Identification of predictive factors for post-transarterial chemoembolization liver failure in hepatocellular carcinoma patients: A retrospective study.

BACKGROUND: Post-transarterial chemoembolization (TACE) liver failure occurs frequently in hepatocellular carcinoma (HCC) patients. The identification of predictors for post-TACE liver failure is of great importance for clinical decision-making in this population. AIM: To investigate the occurrence rate and predictive factors of post-TACE liver failure in this retrospective study to provide clues for decision-making regarding TACE procedures in HCC patients. METHODS: The clinical records of HCC patients treated with TACE therapy were reviewed. Baseline clinical characteristics and laboratory parameters of these patients were extracted. Logistic models were used to identify candidates to predict post-TACE liver failure. RESULTS: A total of 199 HCC patients were enrolled in this study, and 70 patients (35.2%) developed post-TACE liver failure.

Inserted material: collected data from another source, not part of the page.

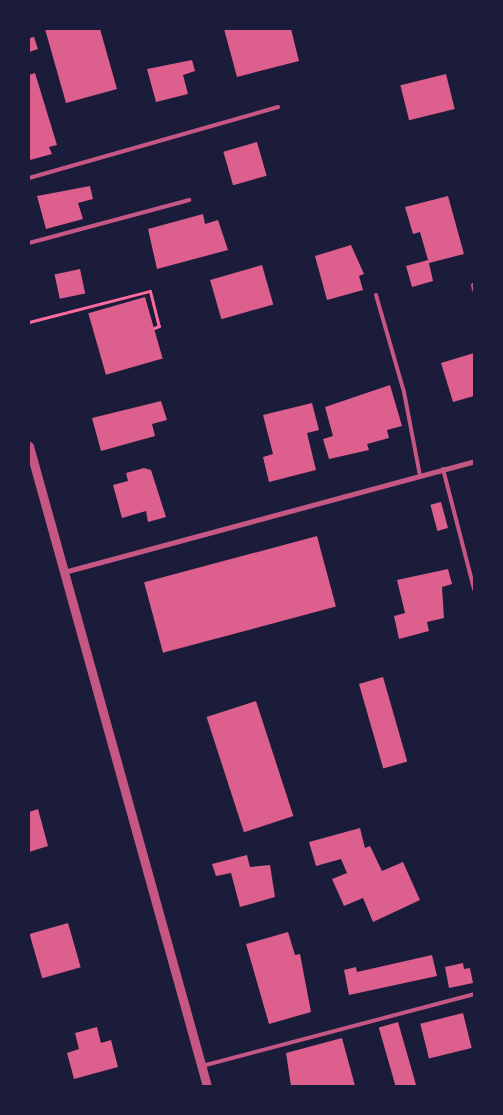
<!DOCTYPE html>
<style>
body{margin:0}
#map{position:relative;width:503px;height:1115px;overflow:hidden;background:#1b1b3a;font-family:"Fira Sans",sans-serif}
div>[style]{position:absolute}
.building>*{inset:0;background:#dd5f8e;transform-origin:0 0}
.path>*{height:3px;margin:-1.5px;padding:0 1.5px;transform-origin:1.5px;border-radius:1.5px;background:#ff6b9d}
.service>*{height:4px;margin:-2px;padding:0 2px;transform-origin:2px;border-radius:2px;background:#c65784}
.minor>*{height:5px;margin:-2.5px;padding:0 2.5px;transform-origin:2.5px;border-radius:2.5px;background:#c65784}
.tertiary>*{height:9px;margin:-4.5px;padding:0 4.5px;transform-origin:4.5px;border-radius:4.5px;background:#c65784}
span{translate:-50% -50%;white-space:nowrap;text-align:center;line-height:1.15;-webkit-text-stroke:4.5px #1b1b3a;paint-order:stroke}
.frame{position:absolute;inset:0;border:30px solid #1b1b3a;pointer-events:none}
</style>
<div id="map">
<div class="building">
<i style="clip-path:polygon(45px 29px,100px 29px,117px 89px,66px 103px)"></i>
<i style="clip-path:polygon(224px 29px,291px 29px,299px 61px,237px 77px)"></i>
<i style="clip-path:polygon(34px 37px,38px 49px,29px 52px,29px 38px)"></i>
<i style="clip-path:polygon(192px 60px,195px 71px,183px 75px,188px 94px,156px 102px,147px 69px)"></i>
<i style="clip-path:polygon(35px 73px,57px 145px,49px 147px,52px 154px,30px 160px,29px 75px)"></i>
<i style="left:446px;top:74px;width:36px;height:47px;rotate:76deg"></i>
<i style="left:257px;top:142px;width:35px;height:35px;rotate:74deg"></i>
<i style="clip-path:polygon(90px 186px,93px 199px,78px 203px,83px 219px,46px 229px,37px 196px)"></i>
<i style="clip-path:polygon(448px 196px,464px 254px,429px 263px,433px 281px,412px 287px,406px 266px,428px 260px,420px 232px,413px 234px,405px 207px)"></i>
<i style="clip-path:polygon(203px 214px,205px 224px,218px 220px,228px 250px,157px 269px,148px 229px)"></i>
<i style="clip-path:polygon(351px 245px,364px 274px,359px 276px,363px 290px,327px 300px,315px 256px)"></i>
<i style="left:262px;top:265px;width:41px;height:54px;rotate:74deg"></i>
<i style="left:80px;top:269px;width:25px;height:26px;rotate:78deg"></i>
<i style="left:145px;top:297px;width:64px;height:59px;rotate:74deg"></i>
<i style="clip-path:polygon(474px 353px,474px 396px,453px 402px,441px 363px)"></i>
<i style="clip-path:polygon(390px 385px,402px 426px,387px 430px,389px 438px,367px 444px,369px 450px,329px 459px,323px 439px,333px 436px,325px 407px)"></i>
<i style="clip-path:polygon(161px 401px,167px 420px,152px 424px,155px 436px,101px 451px,92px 418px)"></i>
<i style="clip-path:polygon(312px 403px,319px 430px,307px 433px,316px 470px,269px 482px,263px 457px,273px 454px,263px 415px)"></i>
<i style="clip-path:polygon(144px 468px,151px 470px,166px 517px,148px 522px,146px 511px,122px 518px,113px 485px,128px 481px,126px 473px)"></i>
<i style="left:441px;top:502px;width:27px;height:11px;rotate:75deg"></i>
<i style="left:317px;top:536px;width:73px;height:179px;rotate:75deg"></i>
<i style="clip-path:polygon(448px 569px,452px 584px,442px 587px,444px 618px,427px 622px,429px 631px,399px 639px,394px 616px,405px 613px,397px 580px)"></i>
<i style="left:383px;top:677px;width:88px;height:25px;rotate:74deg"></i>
<i style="left:256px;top:701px;width:121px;height:52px;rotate:72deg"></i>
<i style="clip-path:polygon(38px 809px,48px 846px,29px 852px,29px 812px)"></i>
<i style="clip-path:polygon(360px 828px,365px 848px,370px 846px,382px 871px,403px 862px,420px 900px,373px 922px,363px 898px,344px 906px,332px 879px,347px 873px,341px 859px,316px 866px,309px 842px)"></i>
<i style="clip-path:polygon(247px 855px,250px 867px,270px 865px,275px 897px,240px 907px,231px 873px,216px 876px,212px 864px)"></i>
<i style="left:68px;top:923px;width:46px;height:40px;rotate:74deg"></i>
<i style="clip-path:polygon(288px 932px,295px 955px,300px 954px,311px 1012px,269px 1024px,246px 944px)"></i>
<i style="clip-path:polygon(432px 955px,437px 976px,349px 995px,344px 970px,356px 967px,357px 972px)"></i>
<i style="clip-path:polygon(463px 963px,464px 969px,470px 968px,473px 983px,449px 988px,445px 967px)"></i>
<i style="left:463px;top:1013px;width:36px;height:44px;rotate:76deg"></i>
<i style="left:398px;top:1022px;width:66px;height:20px;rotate:74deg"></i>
<i style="clip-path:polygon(97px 1027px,101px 1043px,111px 1040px,118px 1067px,74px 1079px,67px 1053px,79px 1049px,75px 1033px)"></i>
<i style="clip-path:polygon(342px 1038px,355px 1086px,291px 1086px,286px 1053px)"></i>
</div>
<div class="path">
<i style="left:29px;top:322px;width:125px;rotate:-14.4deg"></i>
<i style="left:150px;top:291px;width:36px;rotate:76deg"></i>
<i style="left:159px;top:326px;width:5px;rotate:158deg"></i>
</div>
<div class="service">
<i style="left:29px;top:178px;width:259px;rotate:-15.9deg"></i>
<i style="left:29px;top:243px;width:166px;rotate:-15deg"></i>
<i style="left:473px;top:285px;width:5px;rotate:79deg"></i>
<i style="left:376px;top:295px;width:101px;rotate:73.9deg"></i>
<i style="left:404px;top:392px;width:86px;rotate:79.2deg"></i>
<i style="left:443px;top:469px;width:124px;rotate:75.5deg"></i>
<i style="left:202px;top:1066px;width:281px;rotate:-14.8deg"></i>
</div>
<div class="minor">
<i style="left:64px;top:572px;width:425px;rotate:-15.1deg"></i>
</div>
<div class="tertiary">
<i style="left:29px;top:446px;width:664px;rotate:74.46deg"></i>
</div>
<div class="frame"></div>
</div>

Univariate and multivariate logistic models indicated that microspheres plus gelatin embolization and main tumor size > 5 cm were risk predictors for post-TACE liver failure [odds ratio (OR): 4.4, 95% confidence interval (CI): 1.2-16.3, P = 0.027; OR: 2.3, 95%CI: 1.05-5.3, P = 0.039, respectively]. Conversely, HCC patients who underwent tumor resection surgery before the TACE procedure had a lower risk for post-TACE liver failure (OR: 0.4, 95%CI: 0.2-0.95, P = 0.039). CONCLUSION: Microspheres plus gelatin embolization and main tumor size might be risk factors for post-TACE liver failure in HCC patients, while prior tumor resection could be a favorable factor reducing the risk of post-TACE liver failure.